Моим друзьям-бакинцам.
Леночке Благовещенской
- с особой теплотой и
благодарностью за бесценный материал.
Светлой памяти Александра Ашотовича
Агамова - моего духовного гуру.
Мелодии - громко сказано, наверное. Их просто не передать, этих ощущений детства - звуков, запахов, невесомым шлейфом сопровождающих нас по жизни, так часто возвращающихся во сне, вызывая щемяще-сладкую тоску. И всё же, как бы далека ни была я от музыки, это именно мелодии. Мелодии из старых кинофильмов 60-х - начала 70-х. Именно так, кинокадрами, мелькают перед глазами картинки из того волшебного времени...
Баку... Так тепло и по-домашнему уютно не может быть ни в одном другом городе. Эти солнечные дворики, иронично-любовно названные кем-то итальянскими! Они были непрестанно наполнены детворой и гортанными криками соседок, здесь все знали друг о друге всё. Вердикты высшего суда справедливости выносились тут же - обличительные и защитные речи разносились прямо с балконов, благо, времени у прокуроров и адвокатов было предостаточно, поскольку большинство из них не работало, а занималось хозяйством и детьми. Иногда активное участие в общественной жизни выливалось в поистине корсиканскую вражду, и тогда соседская месть была страшной - от изрядно подпорченного имиджа противника до коварно срезанной бельевой верёвки.
Летом по дворам ходили старьёвщики, по совместительству собирая бутылки, и мороженщики - колоритные дядьки с зычными голосами.

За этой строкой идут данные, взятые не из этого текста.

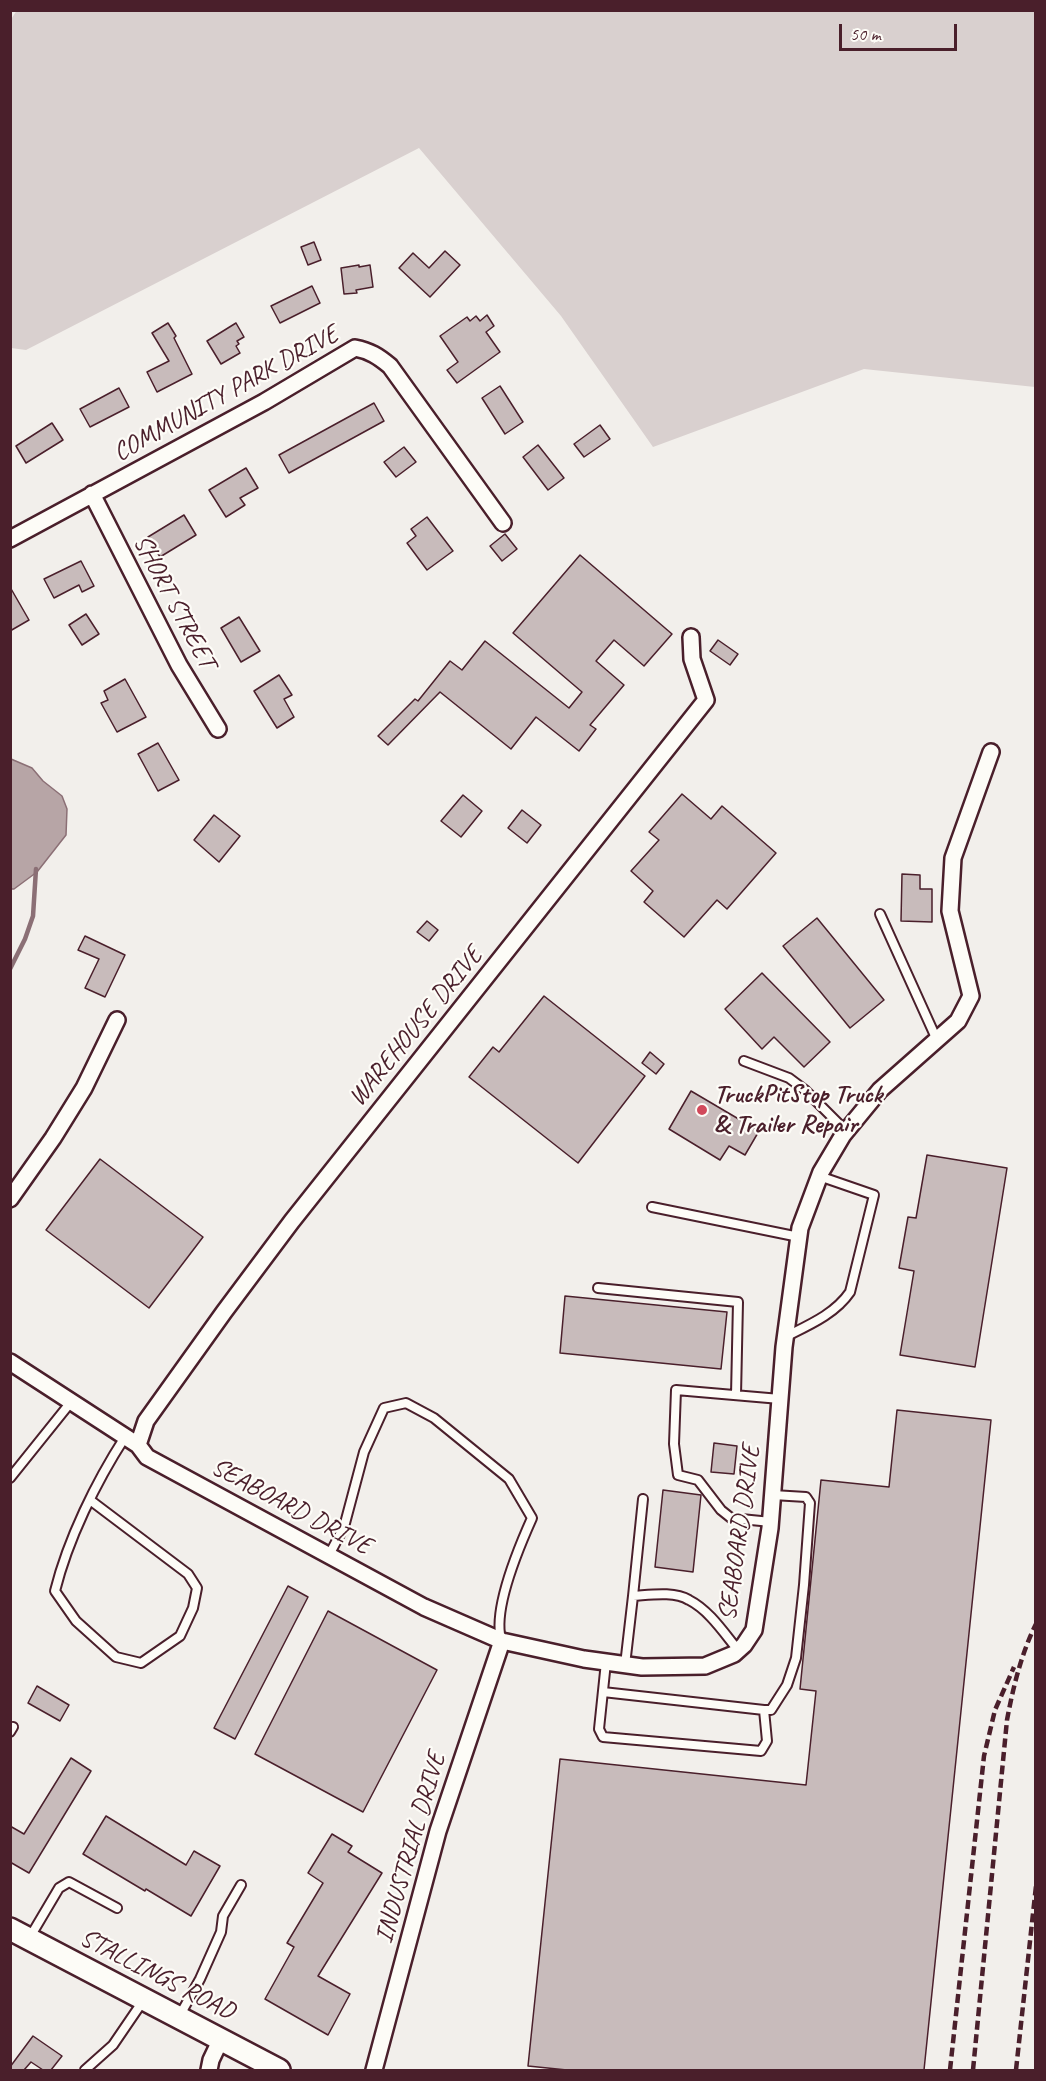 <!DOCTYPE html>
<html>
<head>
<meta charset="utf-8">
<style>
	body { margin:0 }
	#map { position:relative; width:1046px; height:2081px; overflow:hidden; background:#f2efeb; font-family:Caveat,sans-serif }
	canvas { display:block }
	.frame { position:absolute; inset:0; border:12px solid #4a1f2b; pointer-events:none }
	.scale { position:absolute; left:839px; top:24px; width:118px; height:27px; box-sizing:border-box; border:3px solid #4a1f2b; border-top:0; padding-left:8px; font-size:18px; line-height:21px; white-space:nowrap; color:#4a1f2b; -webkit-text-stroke:4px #fdfcf7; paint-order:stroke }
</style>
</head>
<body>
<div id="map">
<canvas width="1046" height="2081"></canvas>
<div class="frame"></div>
<div class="scale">50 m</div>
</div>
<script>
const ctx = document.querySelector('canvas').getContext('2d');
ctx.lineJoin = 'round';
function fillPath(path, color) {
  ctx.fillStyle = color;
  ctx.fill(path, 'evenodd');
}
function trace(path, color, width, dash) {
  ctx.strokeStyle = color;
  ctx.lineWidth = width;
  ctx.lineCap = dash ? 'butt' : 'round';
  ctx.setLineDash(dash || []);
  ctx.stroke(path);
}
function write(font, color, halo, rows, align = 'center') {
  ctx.font = font + ' Caveat,sans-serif';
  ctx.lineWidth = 4.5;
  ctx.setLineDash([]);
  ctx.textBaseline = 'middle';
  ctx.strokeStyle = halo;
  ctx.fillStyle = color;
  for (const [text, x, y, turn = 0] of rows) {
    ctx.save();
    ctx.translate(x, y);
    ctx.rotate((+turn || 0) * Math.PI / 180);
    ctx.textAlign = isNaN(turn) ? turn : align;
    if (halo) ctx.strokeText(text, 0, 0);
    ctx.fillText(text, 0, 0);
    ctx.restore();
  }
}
fillPath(new Path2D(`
	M17,10L1035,11V387L864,369L653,447L561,316L419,148L26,350L11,348L10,21Z`), '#d9d0cf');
const water = new Path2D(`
	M11,759L32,768L43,781L62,796L67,809L66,835L37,872L14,889H11Z`);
fillPath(water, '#b7a5a6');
trace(water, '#8b6f75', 1.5);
trace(new Path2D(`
	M10,969L25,939L33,916L36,869`), '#8b6f75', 4.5);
const building = new Path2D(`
	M314,242L321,260L308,265L301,247Z
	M445,251L460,265L430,297L399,268L413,253L429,268Z
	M359,265V267L370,265L373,287L356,290L357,293L344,294L341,268Z
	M312,286L320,303L280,323L271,306Z
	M487,315L494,326L486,332L500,352L457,383L447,370L458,362L440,336L467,317L470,321L476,316L480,321Z
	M168,323L176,336L174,338L192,374L157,392L147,372L169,361L152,333Z
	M236,323L244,337L237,341L239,344L236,346L240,353L221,364L207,341Z
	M500,386L523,422L505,434L482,398Z
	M119,388L129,407L90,427L80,409Z
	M374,403L384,421L289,473L279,455Z
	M52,423L63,440L26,463L16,446Z
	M600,425L610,439L584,457L574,444Z
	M538,445L564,478L548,490L523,457Z
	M404,447L416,462L396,477L384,462Z
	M246,468L258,488L240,498L245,505L226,517L209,490Z
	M184,515L196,535L160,557L148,537Z
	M427,517L453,551L427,570L407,543L416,536L411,529Z
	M505,534L517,549L502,561L490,546Z
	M580,555L672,634L644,666L614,640L596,661L624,685L590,725L596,729L579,751L536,717L511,749L440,692L388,745L378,736L415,699L418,701L450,661L462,670L485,641L569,708L582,692L513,633Z
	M81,561L94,586L82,592L79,585L54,598L44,579Z
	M10,587L29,620L10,631Z
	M86,614L99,634L82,645L69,625Z
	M239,617L260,651L241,662L221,628Z
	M718,640L738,654L730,665L710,651Z
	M279,675L292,695L284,699L294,717L277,728L254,691Z
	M125,679L146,717L117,732L101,703L108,700L104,691Z
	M158,743L179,780L158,791L138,754Z
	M682,794L711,819L722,806L776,853L727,909L717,900L684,937L644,902L653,891L631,871L659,840L649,832Z
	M463,795L482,811L461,837L441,821Z
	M522,810L541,825L527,843L508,828Z
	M214,815L240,836L219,862L194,840Z
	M902,874L920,875V889H932V922L901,921Z
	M817,918L884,1000L850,1028L783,946Z
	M427,921L438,930L429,941L417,932Z
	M85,936L125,955L105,997L85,988L99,959L78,950Z
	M762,973L830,1042L804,1067L774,1037L762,1049L725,1009Z
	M544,996L645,1076L578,1163L469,1077L493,1047L499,1052Z
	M650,1052L664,1064L656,1074L642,1063Z
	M691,1091L759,1131L745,1155L729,1146L720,1160L669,1129Z
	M927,1155L1007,1168L975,1367L900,1355L914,1271L899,1268L908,1217L916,1218Z
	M100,1159L203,1237L149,1308L46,1230Z
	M565,1296L727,1312L721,1369L560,1353Z
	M897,1410L991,1420L924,2070H567L528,2066L560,1759L806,1785L816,1691L800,1689L821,1480L889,1487Z
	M714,1443L737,1446L734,1474L711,1472Z
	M663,1490L701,1495L693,1572L655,1567Z
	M288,1586L308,1597L235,1739L214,1728Z
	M328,1611L437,1670L363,1812L255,1754Z
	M37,1686L69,1705L60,1721L28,1703Z
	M71,1758L91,1771L29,1873L10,1862V1826L24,1834Z
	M106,1816L186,1865L194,1851L220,1866L191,1916L146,1889L145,1891L83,1854Z
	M332,1834L352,1846L348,1852L382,1873L318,1976L350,1994L328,2035L265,1999L294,1947L287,1943L323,1883L308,1873Z
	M33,2036L62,2056L51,2070H43L31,2062L24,2070H10V2067Z`);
fillPath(building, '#c8bbbb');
trace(building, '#4a1f2b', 1.5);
const lane = new Path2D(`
	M880,914L937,1040
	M744,1061L789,1078L805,1090L846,1131
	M652,1207L799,1237
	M598,1288L738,1302L736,1395
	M785,1337C809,1325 835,1314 850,1292L874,1195L819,1176
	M10,1478L71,1402
	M90,1500L188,1574L197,1588L193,1608L180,1636L141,1663L116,1657L76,1621L55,1591C68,1539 96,1482 125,1437
	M771,1522L731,1518L721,1510L698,1480L678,1475L674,1444L676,1390L780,1399
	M329,1555L344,1527L364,1452L384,1408L406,1403L434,1418L509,1479L532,1518C519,1547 493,1609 501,1639
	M633,1596L643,1499
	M606,1662L599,1729L603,1737L761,1751L767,1741L764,1710H771L787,1685L796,1658L804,1585L810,1503L806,1497L773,1495
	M625,1665L633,1596C650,1595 674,1591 689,1600C709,1610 724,1633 738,1650
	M603,1692L764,1710
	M10,1732L13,1727
	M30,1937L59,1888L69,1882L117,1908
	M180,2015L200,1979L221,1932L223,1916L241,1885
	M85,2070L113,2045L143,2001`);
const street = new Path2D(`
	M92,494L179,665L218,729
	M10,539L264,402L355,348C370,351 378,356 390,366L503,523
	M10,1199L53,1138L84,1088L117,1020
	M10,1362L138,1445L147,1457L424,1607L502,1641L584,1659L642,1667L705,1666L734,1654L744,1645L754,1630L770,1528L784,1347L800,1228L821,1172L843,1135L880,1090L958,1021L971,996L950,911L953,858L991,752
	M138,1445L146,1421L224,1312L292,1221L706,700L692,659L691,637
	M209,2070L211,2060L221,2039
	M374,2070L438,1831L502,1641`);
const secondary = new Path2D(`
	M10,1929L279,2070`);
trace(lane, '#4a1f2b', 12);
trace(street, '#4a1f2b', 20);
trace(secondary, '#4a1f2b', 26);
trace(lane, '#fdfcf7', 8);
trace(street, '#fdfcf7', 15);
trace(secondary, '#fdfcf7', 21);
trace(new Path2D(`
	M950,2070L984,1756L995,1710L1014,1667
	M973,2070L1007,1720C1013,1688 1021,1654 1036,1624
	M1016,2070L1036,1886`), '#4a1f2b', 4.5, [9, 4.5]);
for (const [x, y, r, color] of [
	[702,1110,6,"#d1495b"]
]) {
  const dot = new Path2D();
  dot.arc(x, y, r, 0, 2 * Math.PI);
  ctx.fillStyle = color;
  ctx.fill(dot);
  trace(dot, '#fdfcf7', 2);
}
write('26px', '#4a1f2b', '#fdfcf7', [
	["COMMUNITY PARK DRIVE",226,394,-29],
	["SHORT STREET",174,602,62],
	["WAREHOUSE DRIVE",416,1027,-51],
	["SEABOARD DRIVE",291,1507,28],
	["SEABOARD DRIVE",740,1533,-82],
	["INDUSTRIAL DRIVE",411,1848,-74],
	["STALLINGS ROAD",157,1975,27]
]);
write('bold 26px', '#4a1f2b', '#fdfcf7', [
	["TruckPitStop Truck",714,1095],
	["& Trailer Repair",714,1125]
], 'left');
</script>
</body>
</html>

Они активно способствовали нашему первому знакомству с формулой товар-деньги-товар: на вырученные за бутылки деньги можно было купить либо восхитительную трещотку у того же старьёвщика, либо мороженое у его сменщика.
А в самой глубине двора росла огромная раскидистая шелковица, под которой, едва наступало лето, ежедневно разыгрывалось какое-либо действо. Её щедрая тень была нашим домом, штабом, магазином, школой, театром и всем, что подсказывала неудержимая детская фантазия...
Но сегодня я понимаю, что самым интересным спектаклем, а вернее, сериалом, была сама бурная и искрящаяся жизнь нашего двора, каждый обитатель которого был поистине гениальным актёром - со своими амплуа, репертуаром и... мелодиями.
МЕЛОДИЯ ПЕРВАЯ. ИНДЕЕЦ.
Нам, детям, казалось, что Беюк-муаллим всегда был таким - солидным, статным, высоким стариком. На самом же деле, как смущённо поведала бабушка Альвины, в юности по нему сохли почти все окрестные девушки. А сам молодой черноглазый джигит сватался к нашей рассказчице и даже собирался её украсть, получив отказ от сурового отца возлюбленной. И всё уже было решено, но грянула война...
Беюк дошёл до Берлина и вернулся в родной Баку бравым орденоносцем. Только вот красавицу Дилару уже отдали замуж... Потосковал-потосковал наш герой, да и ушёл с головой в работу. Должность ему досталась знатная - базарком! С обязанностями своими он справлялся превосходно, но многочисленные предложения о повышении упорно отклонял. Так и протрудился там, на Кубинской площади, до самого выхода на пенсию.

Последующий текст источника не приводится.